Vida — Inácio nasceu, sem dúvida, em outubro de 1491, em Guipúzcoa, da nobre família dos Loyola. Tendo entrado para o serviço do Rei de Navarra, foi ferido em Pamplona em 20 de maio de 1521. No decurso de sua convalescença, leu a Vita Christi de Ludolfo de Saxônia e, auxiliado pela graça divina, resolveu daí em diante seguir a Cristo. Em fevereiro de 1522, partiu para Montserrat com a finalidade de oferecer sua espada à Virgem; depois se dirigiu a Manresa, onde permaneceu um ano entregue à penitência e à oração. Compôs então seu célebre livro dos Exercícios Espirituais, que obteria a aprovação da Sé Apostólica e faria muito bem a inúmeras almas. Em 1523 fez uma peregrinação à Terra Santa, regressando depois à Espanha com o objetivo de estudar para se achar melhor disposto ao serviço de Deus e da Igreja. Com alguns companheiros partiu a Paris, aonde chegaram em 2 de fevereiro de 1528. Inácio recebeu ali sua graduação universitária e assentou os fundamentos da nova Ordem. Tendo estabelecido a ordem em Roma com aprovação de Paulo III, acrescentou aos votos ordinários o de consagrar-se às missões, se a Santa Sé assim o pedisse. Enviou São Francisco Xavier às Índias; ele mesmo lutou ardorosamente contra a heresia luterana; fundou casas de educação para a juventude; trabalhou na renovação da piedade entre os católicos; suas obras prediletas foram o embelezamento dos templos, o ensino do catecismo e a prática dos sacramentos. Por último, depois de ter trabalhado longo tempo para “a maior glória de Deus”, morreu em 31 de julho de 1556. Foi beatificado em 1609 e canonizado em 1623 junto com São Isidoro Lavrador, Santa Teresa de Ávila e São Francisco Xavier. Em 1922, Pio XI declarou-o patrono de todos os exercícios espirituais.
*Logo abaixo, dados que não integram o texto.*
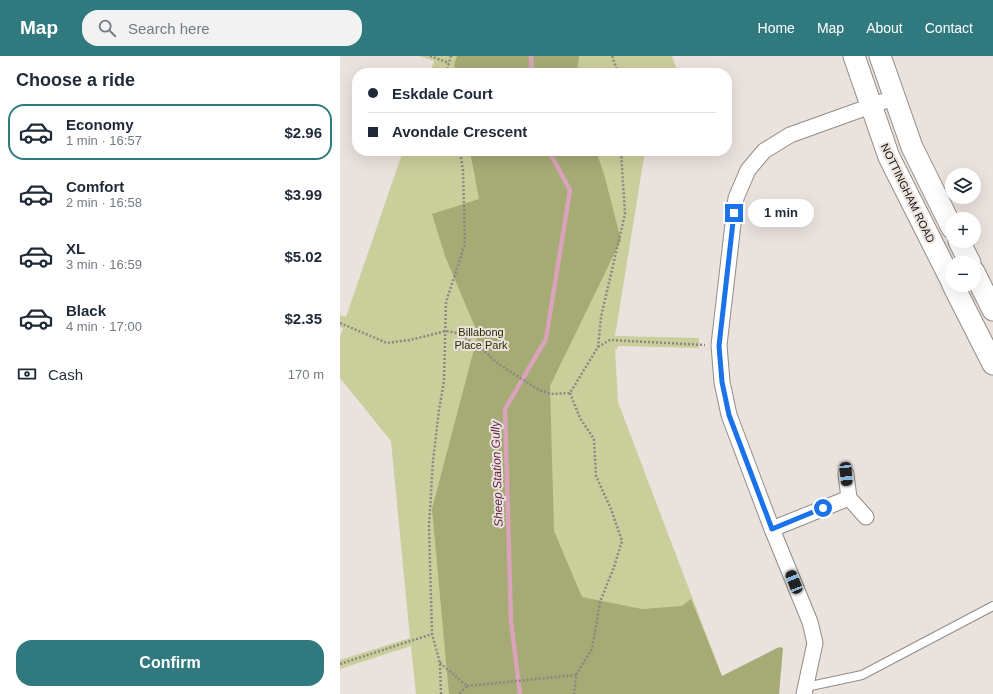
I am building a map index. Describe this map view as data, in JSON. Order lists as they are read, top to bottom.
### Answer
{
  "streets": {
    "street": ["NOTTINGHAM ROAD"]
  },
  "water": ["Sheep Station Gully"],
  "parks": ["Billabong Place Park"],
  "page": {
    "header": "Map",
    "search": "Search here",
    "nav": [
      "Home",
      "Map",
      "About",
      "Contact"
    ],
    "heading": "Choose a ride",
    "banner": ["Eskdale Court", "Avondale Crescent"],
    "list": [
      {
        "name": "Economy",
        "note": "1 min · 16:57",
        "value": "$2.96"
      },
      {
        "name": "Comfort",
        "note": "2 min · 16:58",
        "value": "$3.99"
      },
      {
        "name": "XL",
        "note": "3 min · 16:59",
        "value": "$5.02"
      },
      {
        "name": "Black",
        "note": "4 min · 17:00",
        "value": "$2.35"
      }
    ],
    "map_buttons": ["+", "−"],
    "bubble": "1 min",
    "pay": ["Cash", "170 m"],
    "buttons": "Confirm"
  }
}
O SOLDADO DE DEUS — “Esta é a vitória que venceu o mundo: nossa fé.”[8] Tu, por tua vez, mostraste que foste o grande vencedor do mundo, deste mundo no qual o Filho de Deus te elegeu para exaltar Sua bandeira humilhada diante do estandarte de Babel. Estiveste longo tempo quase que sozinho contra os batalhões sempre crescentes dos rebeldes, deixando ao Senhor dos exércitos o cuidado de escolher a hora para que travasses a batalha contra as cortes de Satanás, assim como a escolheu para retirar-te da milícia terrena. Se o mundo tivesse então conhecido teus intentos, teria considerado tudo chacota; e contudo foi um momento tão importante para a história do mundo quanto aquele em que, à semelhança dos mais ilustres capitães a concentrar suas tropas, deste ordem a teus nove companheiros para se dirigirem de três em três à Cidade Santa. Que resultados admiráveis durante aqueles quinze anos em que esta tropa escolhida e recrutada pelo Espírito Santo teve-te como chefe e primeiro general! A heresia varrida da Itália, confundida em Trento, detida em todas as partes, imobilizada até em sua própria casa; imensas conquistas em terras novas, para reparar os danos sofridos em nosso Ocidente; a própria Igreja rejuvenescida em sua beleza, restaurada em seu povo e em seus pastores; assegurada para seus filhos uma educação correspondente aos seus destinos celestiais; por fim, todo lugar onde imprudentemente Satanás havia cantado vitória, em meio a espantosos rugidos, é dominado novamente por este nome de Jesus que faz dobrar todos os joelhos no céu, na terra e nos infernos[9]. Qual glória, ó Inácio, algum dia se igualou a esta, nos exércitos dos reis da terra?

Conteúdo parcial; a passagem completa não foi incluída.